What to produce: Please repeat the listing in its entirety, without any alteration.
###
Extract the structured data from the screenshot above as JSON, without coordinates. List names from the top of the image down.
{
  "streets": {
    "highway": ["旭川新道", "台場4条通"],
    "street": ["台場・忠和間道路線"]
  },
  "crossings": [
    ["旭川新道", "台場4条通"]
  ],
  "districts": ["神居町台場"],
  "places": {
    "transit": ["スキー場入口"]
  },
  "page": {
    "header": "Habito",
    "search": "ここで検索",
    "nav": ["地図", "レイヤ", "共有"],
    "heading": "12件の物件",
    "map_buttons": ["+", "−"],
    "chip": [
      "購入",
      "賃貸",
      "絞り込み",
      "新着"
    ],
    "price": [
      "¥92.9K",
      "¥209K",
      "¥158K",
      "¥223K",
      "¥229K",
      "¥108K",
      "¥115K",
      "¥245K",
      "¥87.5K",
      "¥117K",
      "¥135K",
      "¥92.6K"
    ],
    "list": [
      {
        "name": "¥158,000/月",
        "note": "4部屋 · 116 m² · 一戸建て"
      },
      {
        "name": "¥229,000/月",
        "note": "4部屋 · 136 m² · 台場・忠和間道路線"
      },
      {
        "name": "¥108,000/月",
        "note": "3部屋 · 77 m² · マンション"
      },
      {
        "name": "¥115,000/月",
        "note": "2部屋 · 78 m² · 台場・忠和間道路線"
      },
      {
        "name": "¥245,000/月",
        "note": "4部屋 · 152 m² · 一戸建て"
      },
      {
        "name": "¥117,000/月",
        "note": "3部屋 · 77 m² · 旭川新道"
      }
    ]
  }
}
###
Solved problem:
Extract the structured data from the screenshot above as JSON, without coordinates. List names from the top of the image down.
{
  "streets": {
    "highway": ["旭川新道", "台場4条通"],
    "street": ["台場・忠和間道路線"]
  },
  "crossings": [
    ["旭川新道", "台場4条通"]
  ],
  "districts": ["神居町台場"],
  "places": {
    "transit": ["スキー場入口"]
  },
  "page": {
    "header": "Habito",
    "search": "ここで検索",
    "nav": ["地図", "レイヤ", "共有"],
    "heading": "12件の物件",
    "map_buttons": ["+", "−"],
    "chip": [
      "購入",
      "賃貸",
      "絞り込み",
      "新着"
    ],
    "price": [
      "¥92.9K",
      "¥209K",
      "¥158K",
      "¥223K",
      "¥229K",
      "¥108K",
      "¥115K",
      "¥245K",
      "¥87.5K",
      "¥117K",
      "¥135K",
      "¥92.6K"
    ],
    "list": [
      {
        "name": "¥158,000/月",
        "note": "4部屋 · 116 m² · 一戸建て"
      },
      {
        "name": "¥229,000/月",
        "note": "4部屋 · 136 m² · 台場・忠和間道路線"
      },
      {
        "name": "¥108,000/月",
        "note": "3部屋 · 77 m² · マンション"
      },
      {
        "name": "¥115,000/月",
        "note": "2部屋 · 78 m² · 台場・忠和間道路線"
      },
      {
        "name": "¥245,000/月",
        "note": "4部屋 · 152 m² · 一戸建て"
      },
      {
        "name": "¥117,000/月",
        "note": "3部屋 · 77 m² · 旭川新道"
      }
    ]
  }
}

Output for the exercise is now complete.